#### [Records from a collection]
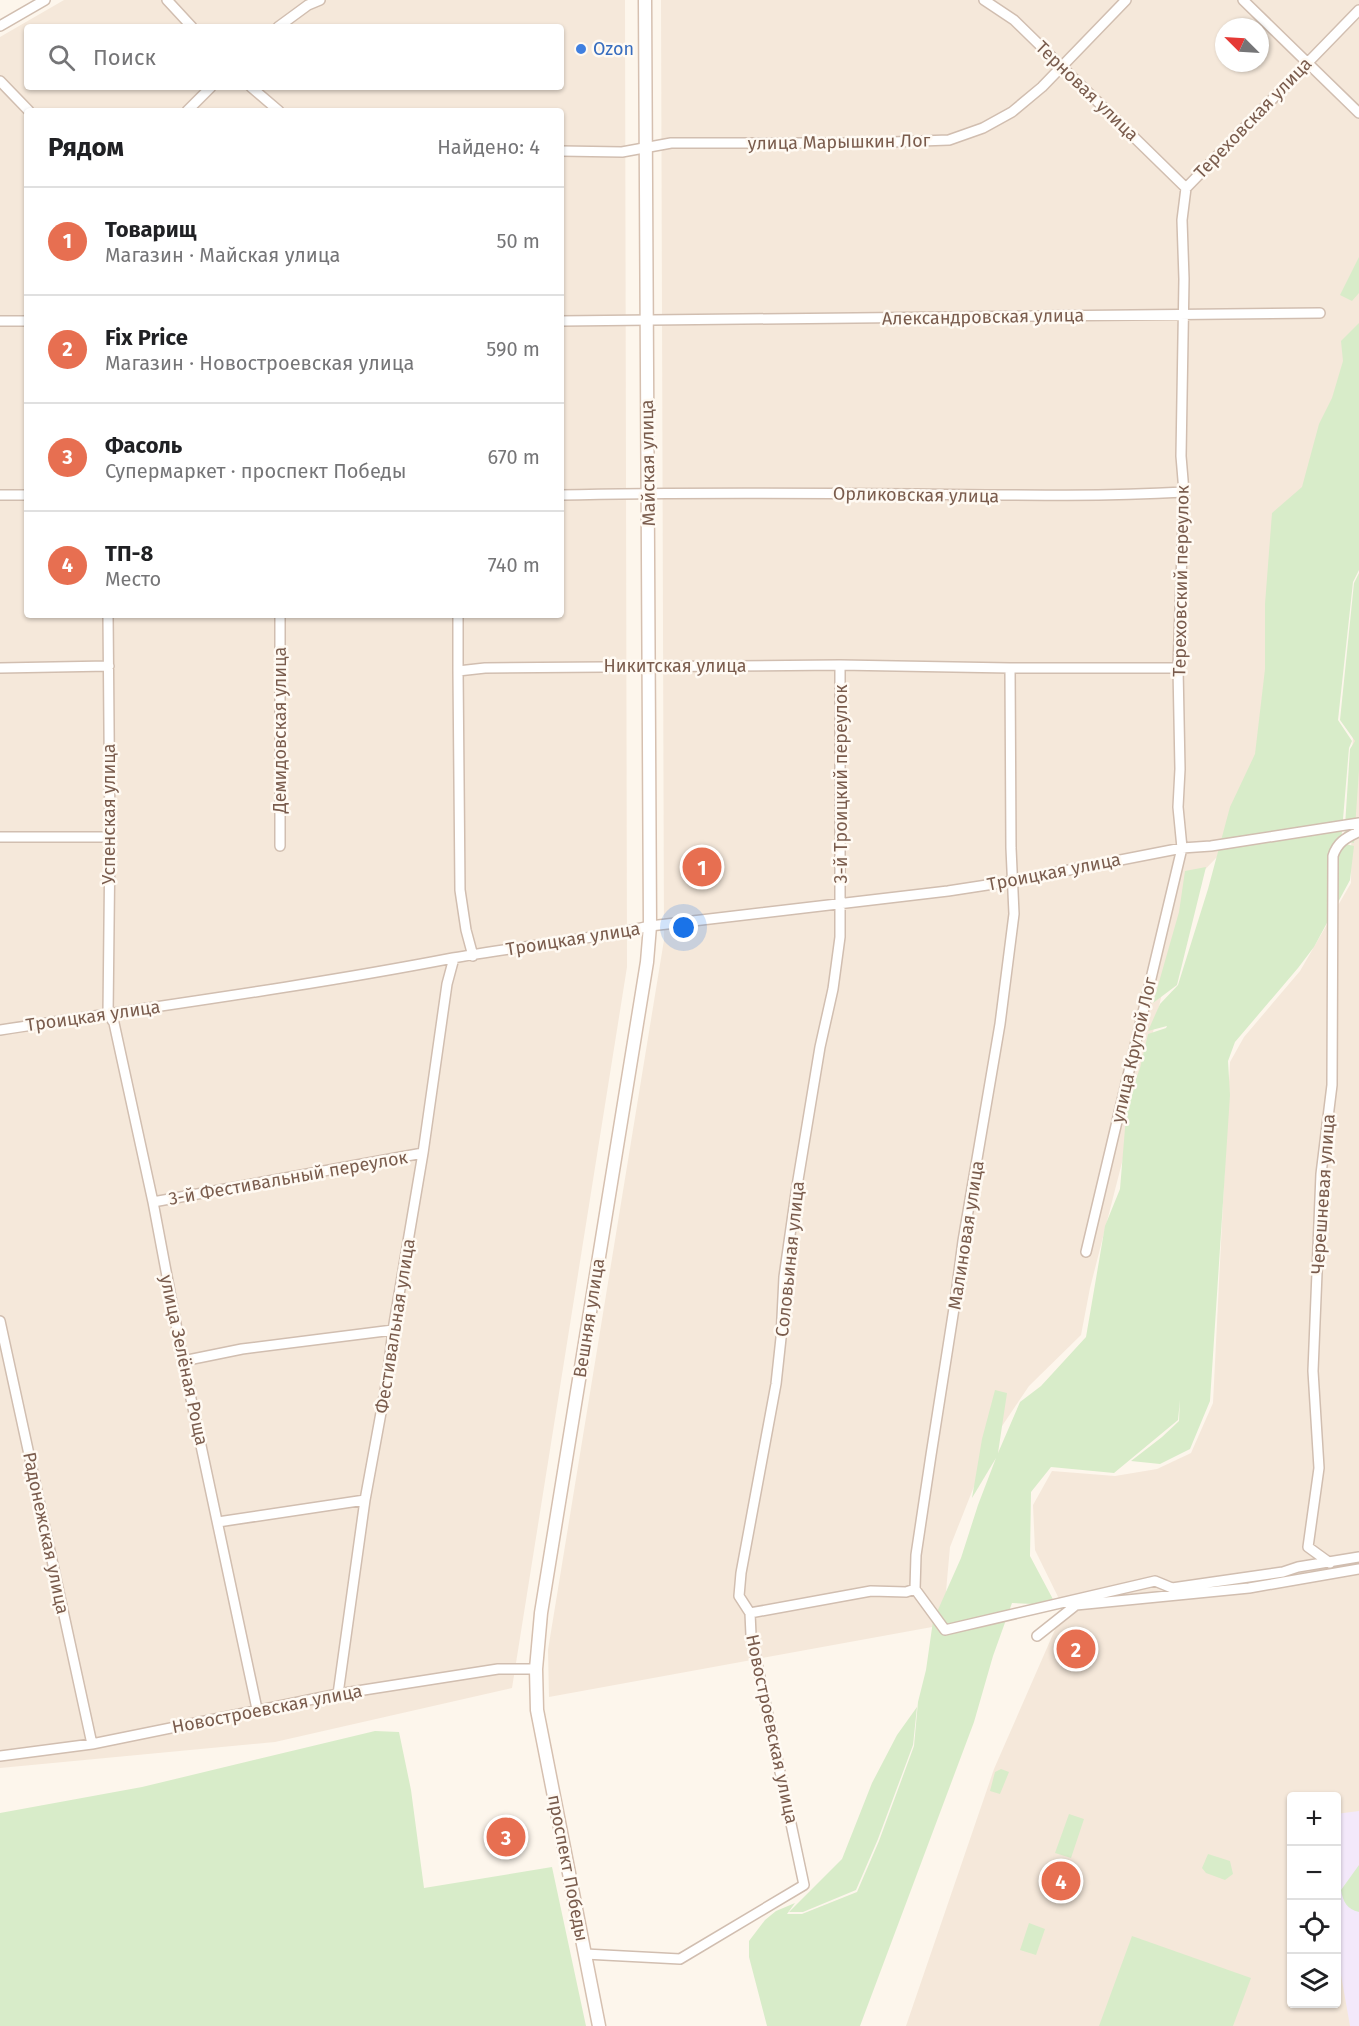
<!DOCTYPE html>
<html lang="ru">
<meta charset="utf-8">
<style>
:root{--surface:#fff;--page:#f2f2f2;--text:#202124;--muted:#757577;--line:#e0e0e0;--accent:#e76f51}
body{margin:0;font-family:"Fira Sans",sans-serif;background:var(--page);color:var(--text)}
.controls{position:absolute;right:18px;bottom:18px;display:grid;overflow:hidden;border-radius:6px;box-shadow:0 2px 4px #0004}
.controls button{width:54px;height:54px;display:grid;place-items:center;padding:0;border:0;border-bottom:2px solid var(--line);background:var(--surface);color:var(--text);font:30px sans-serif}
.compass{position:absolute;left:1215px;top:18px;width:54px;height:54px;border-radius:50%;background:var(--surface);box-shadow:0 2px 4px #0004;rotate:294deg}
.you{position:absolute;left:684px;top:928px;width:21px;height:21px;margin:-15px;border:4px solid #fff;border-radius:50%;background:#1a73e8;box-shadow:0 0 0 9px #1a73e833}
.badge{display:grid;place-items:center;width:39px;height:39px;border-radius:50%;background:var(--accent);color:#fff;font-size:20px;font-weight:700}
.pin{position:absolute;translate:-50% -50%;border:3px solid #fff;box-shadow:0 2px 6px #0006}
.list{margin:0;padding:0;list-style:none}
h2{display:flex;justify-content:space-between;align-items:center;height:78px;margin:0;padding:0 24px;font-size:26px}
h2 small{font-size:20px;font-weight:400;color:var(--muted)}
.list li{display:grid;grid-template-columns:39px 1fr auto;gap:18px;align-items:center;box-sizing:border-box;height:108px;padding:0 24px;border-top:2px solid var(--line)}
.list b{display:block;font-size:22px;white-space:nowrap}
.list p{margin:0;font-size:20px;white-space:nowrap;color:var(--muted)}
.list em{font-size:20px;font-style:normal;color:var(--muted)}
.icon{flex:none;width:33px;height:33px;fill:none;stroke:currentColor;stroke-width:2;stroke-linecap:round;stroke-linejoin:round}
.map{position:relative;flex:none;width:1359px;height:2026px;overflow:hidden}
.search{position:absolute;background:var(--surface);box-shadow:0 2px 4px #0004;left:24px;top:24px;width:540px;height:66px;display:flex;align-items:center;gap:15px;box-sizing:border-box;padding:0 21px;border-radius:6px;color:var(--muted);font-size:22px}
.panel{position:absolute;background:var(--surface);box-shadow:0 2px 4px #0004;left:24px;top:108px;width:540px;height:510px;border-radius:6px}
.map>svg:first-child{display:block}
.residential{fill:#f5e8da;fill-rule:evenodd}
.education{fill:#f3e8fa}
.green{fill:#d8ecc9}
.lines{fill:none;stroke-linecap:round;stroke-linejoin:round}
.street-casing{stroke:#d1beb0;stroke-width:12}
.secondary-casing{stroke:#d6c0b0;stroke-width:15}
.street{stroke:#fff;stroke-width:9}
.secondary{stroke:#fff;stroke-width:12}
.shop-dot{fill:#3f7fe0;stroke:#fffaf3;stroke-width:2}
.labels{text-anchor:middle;stroke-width:5;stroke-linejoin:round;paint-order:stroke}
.shop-label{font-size:18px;fill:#366cbe;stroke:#fffaf3;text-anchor:start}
.street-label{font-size:18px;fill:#7a5c4d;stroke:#fffaf3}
</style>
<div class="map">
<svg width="1359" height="2026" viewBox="0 0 1359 2026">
<rect width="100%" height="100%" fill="#fdf6ec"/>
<path class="residential" d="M64,0H625L627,967L512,1688L275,1742L0,1768V37ZM27,27H561V87H27ZM27,111H561V615H27Z
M661,0H1359V392L1264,808L1194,881L1164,985L1129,1135L1090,1288L1081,1335L1029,1386L992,1441L950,1547L943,1625L549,1697L548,1650L664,940ZM1224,27H1260V63H1224Z
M1359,644V2026H906L994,1769L1064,1609L1035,1550L1033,1505L1052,1471L1115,1476L1157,1469L1191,1453L1213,1403L1230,1062L1244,1037L1300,971L1351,883L1352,760L1356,652ZM1292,1796H1336V2004H1292Z"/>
<path class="education" d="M1359,1811V2026H1350L1337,1952L1336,1814Z"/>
<path class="green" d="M1359,257V293L1352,301L1340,295Z
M1359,323V570L1353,582L1338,720L1352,741L1349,748L1341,843L1354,846L1350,880L1314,947L1298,968L1235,1042L1228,1061L1230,1095L1210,1401L1190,1449L1160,1464L1131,1461L1162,1437L1179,1421L1180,1400L1178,1420L1114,1473L1051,1467L1031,1492L1030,1556L1056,1605L1012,1603L993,1656L974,1722L860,2026H767L749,1957V1941L765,1920L776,1911L795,1903L787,1914H802L857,1892L879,1841L914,1746L918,1702L926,1670L933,1621L961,1558L978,1505L996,1458L972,1498L982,1439L995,1390L1007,1393L998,1453L1020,1402L1041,1386L1086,1337L1105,1226L1120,1189L1127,1104L1140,1068L1148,1034L1166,1028L1167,1026L1148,1031L1160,1004L1178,985L1208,889L1230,807L1255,754L1265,669V604L1272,513L1302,487L1319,424L1332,398L1343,361L1341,341Z
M1359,573V770L1354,843L1344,841L1350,749L1355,741L1340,720L1354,583Z
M1206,867L1177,985L1153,1003L1179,912L1185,871Z
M917,1707L913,1745L878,1839L856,1890L803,1912H789L842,1859L872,1783L897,1735Z
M375,1731L399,1732L411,1790L424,1888L552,1867L586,2026H0V1813L142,1787Z
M1001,1769L1009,1772L1000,1794L990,1791L995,1772Z
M1069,1814L1084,1819L1071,1858L1055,1853Z
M1208,1854L1230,1861L1233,1874L1225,1880L1206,1873L1202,1868Z
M1359,1865V1912C1347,1909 1343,1902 1341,1890Z
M1029,1923L1045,1929L1036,1955L1020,1950Z
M1132,1936L1251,1978L1233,2026H1099Z"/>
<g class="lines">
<defs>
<path id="street" d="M167,0L192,27
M984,0L1014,20L1186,188
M1243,0L1359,113
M0,26L45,0
M278,27L308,5L320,0
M0,81L29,111
M251,87L279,111
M187,111L211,87
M561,151L622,152L671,143H865L949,140L983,128L1012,112L1042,87L1126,0
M0,321H27
M561,321L1320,313
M0,495H27
M561,495C679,492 798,493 916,494C1005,495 1095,497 1184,492
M108,615L110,837L108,1014L114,1023L153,1202L183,1361L257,1709
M458,615V671
M0,668L109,666
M0,837H110
M280,846V615
M473,956L466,930L460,890L458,671L485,668L840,665L1010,668H1178
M0,1030C151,1007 303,987 453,958C519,946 585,941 650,926L948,891L1013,881L1182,848L1211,846L1359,823
M153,1202L423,1153
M1086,1252L1182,848L1178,807L1180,769L1178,668L1184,492L1181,456L1184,279L1182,220L1186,188L1359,10
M0,1321L92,1744
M183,1361L242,1349L393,1330
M218,1522L365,1500
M1330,1563L1308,1547L1319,1468L1313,1371L1321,1174L1332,1085L1333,856C1337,843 1345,838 1358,832L1359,825
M915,1589L916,1555L931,1455L955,1302L963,1241L1000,1024L1014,914L1011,848L1010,668
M750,1613L739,1596L741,1573L776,1384L781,1338L784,1277L797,1186L820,1047L833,989L840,937V665
M1037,1636L1076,1605L1249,1588L1359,1569
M338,1694L365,1500L387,1380L393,1330L423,1153L447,984L454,958
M0,1756L92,1744L338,1694L498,1669H536
M585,1954L680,1959L804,1885L751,1635L750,1613L871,1591L906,1592L915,1589L945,1630L1155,1581L1172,1588L1283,1572L1298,1567L1359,1557"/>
<path id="secondary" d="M599,2026L537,1710L536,1669L541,1613L647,962L650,926L645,0"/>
</defs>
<use href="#street" class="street-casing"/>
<use href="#secondary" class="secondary-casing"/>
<use href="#street" class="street"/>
<use href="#secondary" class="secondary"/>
</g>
<circle class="shop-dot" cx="581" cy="49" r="6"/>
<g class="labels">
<g class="shop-label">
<text x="593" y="55">Ozon</text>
</g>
<g class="street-label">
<text transform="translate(1087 91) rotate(44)" y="6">Терновая улица</text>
<text transform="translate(1253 118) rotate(-46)" y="6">Тереховская улица</text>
<text transform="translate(839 142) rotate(-1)" y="6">улица Марышкин Лог</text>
<text transform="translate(983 317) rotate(-1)" y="6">Александровская улица</text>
<text transform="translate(648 463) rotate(-91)" y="6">Майская улица</text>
<text transform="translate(916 495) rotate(1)" y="6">Орликовская улица</text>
<text transform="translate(1181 581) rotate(-89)" y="6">Тереховский переулок</text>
<text x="675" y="672">Никитская улица</text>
<text transform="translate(280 730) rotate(-90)" y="6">Демидовская улица</text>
<text transform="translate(841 784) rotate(-90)" y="6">3-й Троицкий переулок</text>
<text transform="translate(109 814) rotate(-90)" y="6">Успенская улица</text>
<text transform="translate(1054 872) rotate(-11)" y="6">Троицкая улица</text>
<text transform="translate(573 939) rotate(-9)" y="6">Троицкая улица</text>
<text transform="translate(93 1016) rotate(-8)" y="6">Троицкая улица</text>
<text transform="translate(1134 1050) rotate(-77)" y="6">улица Крутой Лог</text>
<text transform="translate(288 1178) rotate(-10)" y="6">3-й Фестивальный переулок</text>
<text transform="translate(1323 1194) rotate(-86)" y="6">Черешневая улица</text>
<text transform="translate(966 1235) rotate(-81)" y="6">Малиновая улица</text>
<text transform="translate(790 1259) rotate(-84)" y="6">Соловьиная улица</text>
<text transform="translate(589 1318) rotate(-81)" y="6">Вешняя улица</text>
<text transform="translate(395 1326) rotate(-81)" y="6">Фестивальная улица</text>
<text transform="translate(184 1360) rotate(78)" y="6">улица Зелёная Роща</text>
<text transform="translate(46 1533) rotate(78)" y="6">Радонежская улица</text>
<text transform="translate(267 1709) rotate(-11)" y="6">Новостроевская улица</text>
<text transform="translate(772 1729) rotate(78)" y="6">Новостроевская улица</text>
<text transform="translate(568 1868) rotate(79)" y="6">проспект Победы</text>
</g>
</g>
</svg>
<div class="controls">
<button>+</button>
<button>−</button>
<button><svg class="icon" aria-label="locate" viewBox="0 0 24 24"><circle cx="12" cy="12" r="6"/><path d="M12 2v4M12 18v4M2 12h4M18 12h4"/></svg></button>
<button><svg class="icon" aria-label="layers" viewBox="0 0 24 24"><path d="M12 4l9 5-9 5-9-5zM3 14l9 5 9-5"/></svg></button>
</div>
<svg class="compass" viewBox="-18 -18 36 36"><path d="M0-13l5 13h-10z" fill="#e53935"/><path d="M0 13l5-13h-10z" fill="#757577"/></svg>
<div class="you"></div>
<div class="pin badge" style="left:702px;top:867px">1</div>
<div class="pin badge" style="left:1076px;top:1649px">2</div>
<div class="pin badge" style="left:506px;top:1837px">3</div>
<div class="pin badge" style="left:1061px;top:1881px">4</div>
<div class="search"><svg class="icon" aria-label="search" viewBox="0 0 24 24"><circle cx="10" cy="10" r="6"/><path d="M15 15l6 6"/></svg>Поиск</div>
<section class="panel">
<h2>Рядом<small>Найдено: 4</small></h2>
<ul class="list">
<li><span class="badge">1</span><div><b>Товарищ</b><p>Магазин · Майская улица</p></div><em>50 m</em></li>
<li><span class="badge">2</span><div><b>Fix Price</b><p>Магазин · Новостроевская улица</p></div><em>590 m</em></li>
<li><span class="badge">3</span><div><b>Фасоль</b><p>Супермаркет · проспект Победы</p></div><em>670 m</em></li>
<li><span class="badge">4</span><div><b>ТП-8</b><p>Место</p></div><em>740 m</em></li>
</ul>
</section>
</div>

#### [WHAT THIS TASK INVOLVES]
Please copy out each line of the data in which the word "sans" occurs.

#### [OUTPUT BELOW]
body{margin:0;font-family:"Fira Sans",sans-serif;background:var(--page);color:var(--text)}
.controls button{width:54px;height:54px;display:grid;place-items:center;padding:0;border:0;border-bottom:2px solid var(--line);background:var(--surface);color:var(--text);font:30px sans-serif}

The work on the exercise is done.